There’s one hitch—our biases. They obscure our outlook, our philosophies, our religions, our economies, and our languages. Each culture has woven those biases into the context of their existence, justifying them and, more importantly, elevating them, perpetuating the illusion that they are special, endowed with greatness.[5]
America is no different. We have woven bias into our history, culture, politics, and economics. (Our religions usually came with them set in place.) And it has always been in the name of wealth. America’s ruling class, meaning European Americans, with intent and without have perpetuate those myths in the way we vote, the movies we watch, the books we read, the history we study, the museums and symphony halls we have built, and some of the wars we have fought.

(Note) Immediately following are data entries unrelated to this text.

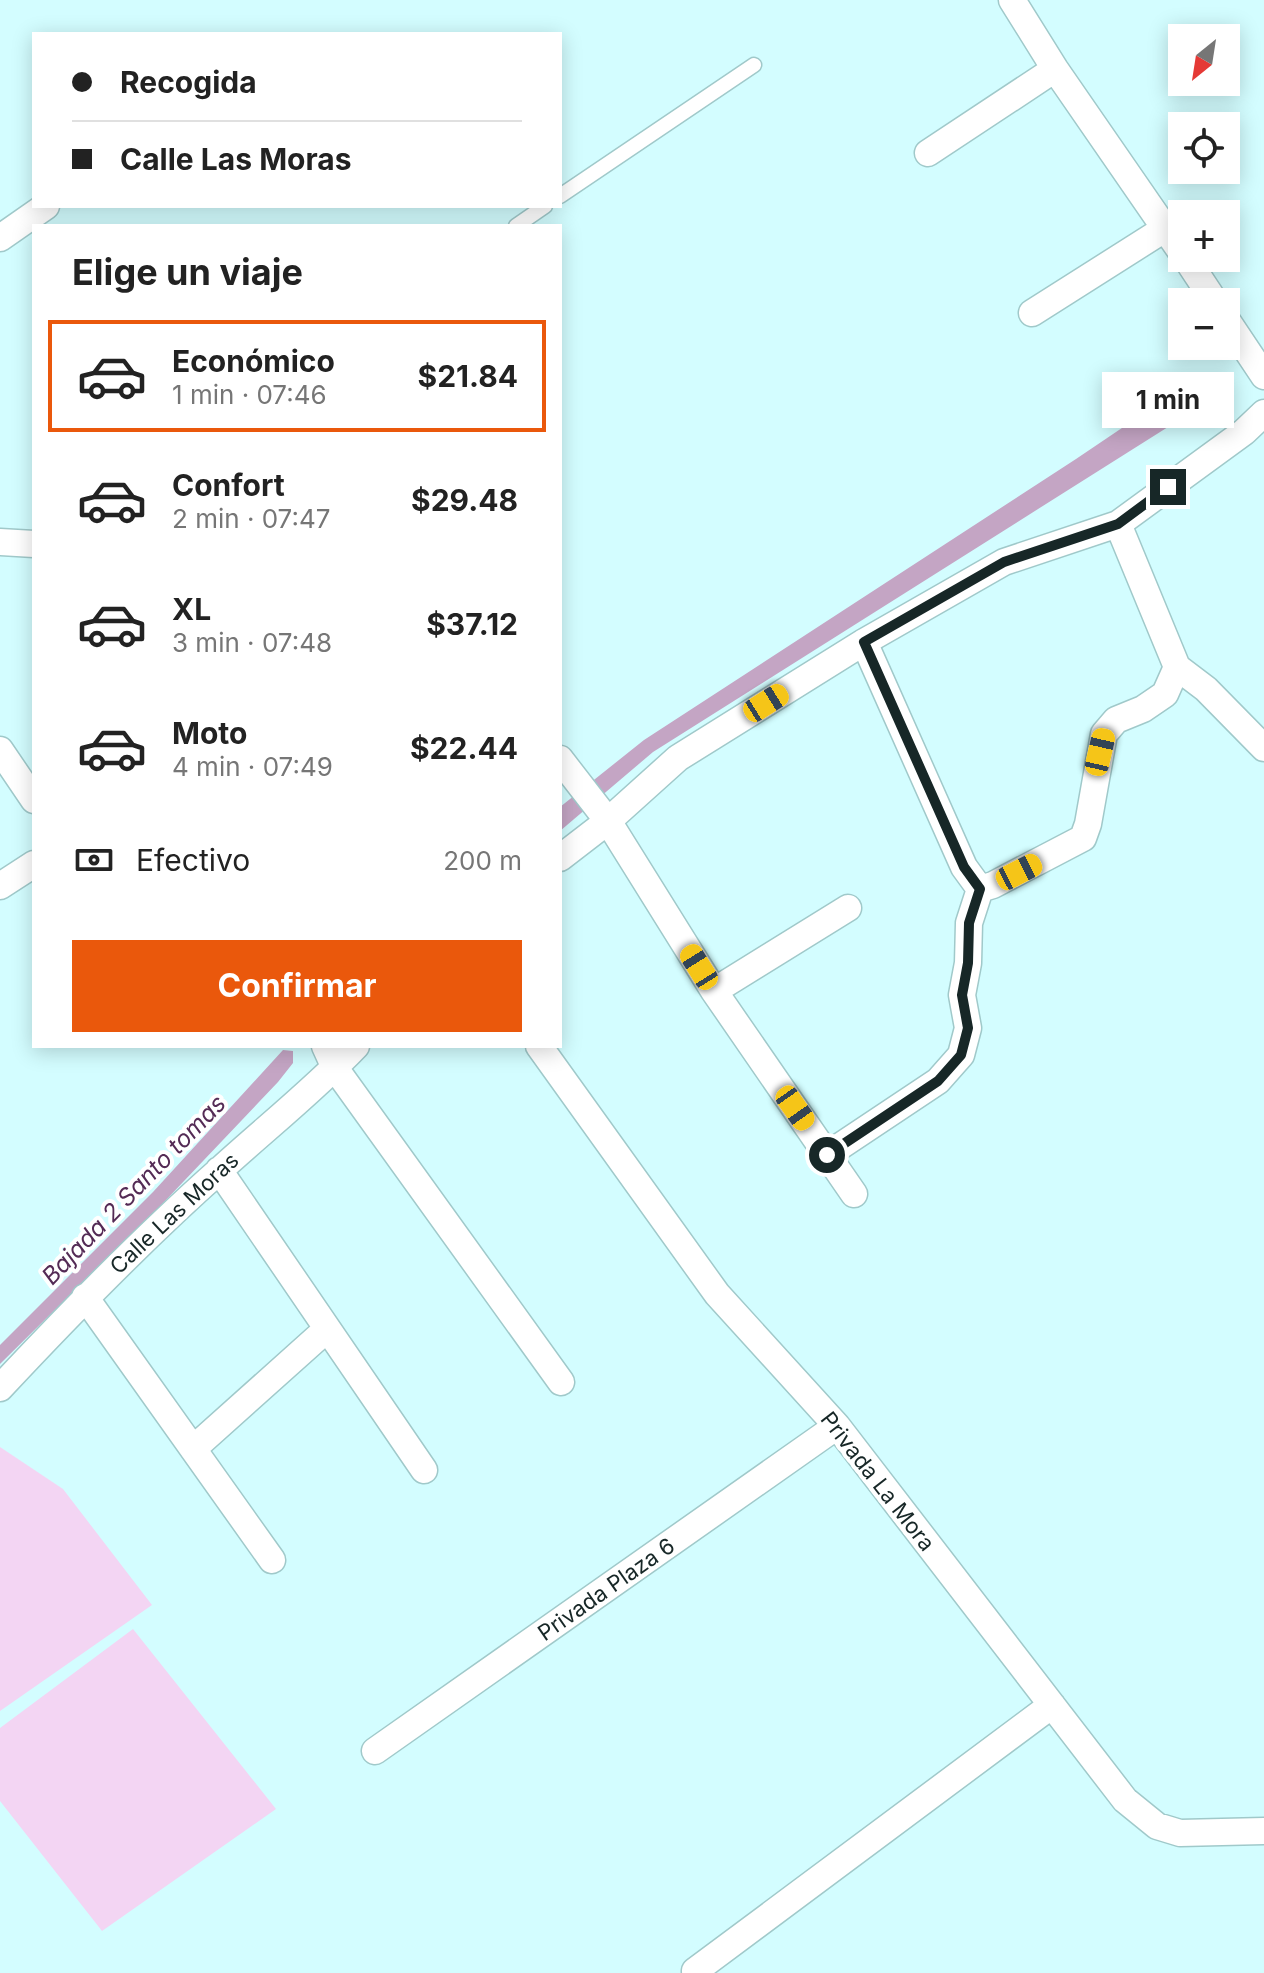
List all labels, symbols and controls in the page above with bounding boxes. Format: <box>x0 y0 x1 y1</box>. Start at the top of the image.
north arrow <box>1168 24 1240 96</box>
map controls <box>1168 24 1240 360</box>
text: Recogida <box>120 64 257 100</box>
button: locate <box>1168 112 1240 184</box>
text: Calle Las Moras <box>120 141 352 177</box>
button: + <box>1168 200 1240 272</box>
text: Elige un viaje <box>72 250 303 294</box>
button: − <box>1168 288 1240 360</box>
icon: car <box>76 340 148 412</box>
text: Económico <box>172 343 335 379</box>
text: $21.84 <box>418 358 518 394</box>
callout: 1 min <box>1102 371 1234 427</box>
text: 1 min · 07:46 <box>172 379 327 410</box>
text: 1 min <box>1136 384 1200 415</box>
icon: car <box>76 464 148 536</box>
text: Confort <box>172 467 285 503</box>
route end <box>1150 469 1186 505</box>
text: $29.48 <box>411 482 518 518</box>
text: 2 min · 07:47 <box>172 503 330 534</box>
icon: car <box>76 588 148 660</box>
text: XL <box>172 591 211 627</box>
text: $37.12 <box>426 606 518 642</box>
text: 3 min · 07:48 <box>172 627 332 658</box>
car <box>739 680 793 726</box>
icon: car <box>76 712 148 784</box>
text: Moto <box>172 715 247 751</box>
car <box>1083 726 1117 778</box>
text: $22.44 <box>410 730 518 766</box>
text: 4 min · 07:49 <box>172 751 333 782</box>
icon: cash <box>72 838 116 882</box>
text: Efectivo <box>136 842 250 878</box>
text: 200 m <box>443 845 522 876</box>
car <box>992 850 1046 894</box>
button: Confirmar <box>72 940 522 1032</box>
car <box>676 940 722 994</box>
car <box>771 1081 819 1135</box>
water label: Bajada 2 Santo tomas <box>36 1089 232 1290</box>
route start <box>809 1137 845 1173</box>
street label: Calle Las Moras <box>104 1147 244 1279</box>
street label: Privada La Mora <box>816 1406 940 1556</box>
street label: Privada Plaza 6 <box>533 1532 679 1646</box>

Our systemic racism, as much a part of the U.S. as the red, white, and blue, will not vanish with a few protests peaceful or otherwise.[6] White Americans need to examine the fabric of their society, the presumptions that went into weaving that fabric, the false threads that bind it. We also need to make sacrifices, primarily economic, to compensate for the “sacrifices” inflicted on African Americans for four centuries.
Even though the protests for racial justice appears as a homogenization of America’s different groups, I have my doubts things will change much. Americans will change its methods of policing. Americans will listen more carefully for the dog-whistle phrases of bigots, especially coming from our leaders. We need to do more. Congress must build the moral muscle to create an economically more equitable country. It will need to raise taxes, especially for the top 20%. It will need to create parity in all educational systems across the country. It must create a reparation program for African Americans.
Will Congress do that? Not in what is left of my lifetime.
It’s too easy to blame Congress, too easy.
Congress is but us. We must call for change. We must demand change. We must accept change.
Will white Americans do that? Your call.
[1] West of what?
[2] The terms African American and black are used interchangeably, but the descriptor black has taken on a different significance with the publication of Debra Dickerson’s The End of Blackness. In it, she argues that only people whose forebears were enslaved and shipped to America should refer to themselves as being black as opposed to those people whose forebears immigrated to the U.S. from Africa.
[3] The oldest homo sapient remains were discovered in Morocco in 2017.
[4] War is a political and economic function of society, perpetuated by the ruling class of that society, most of whom rarely participate in combat.
[5] Doubt me? Study the myths and beliefs different groups have for their origin.
[6] The New York City Draft Riots occurred in 1863. The new Irish immigrants rebelled against the new draft laws, which allowed the rich to buy their way out. They looted, destroyed property, and killed. In fact, they turned their anger against the free slaves living in the city at the time, killing more than 100 (presuming the count of the day was accurate). Nothing was accomplished.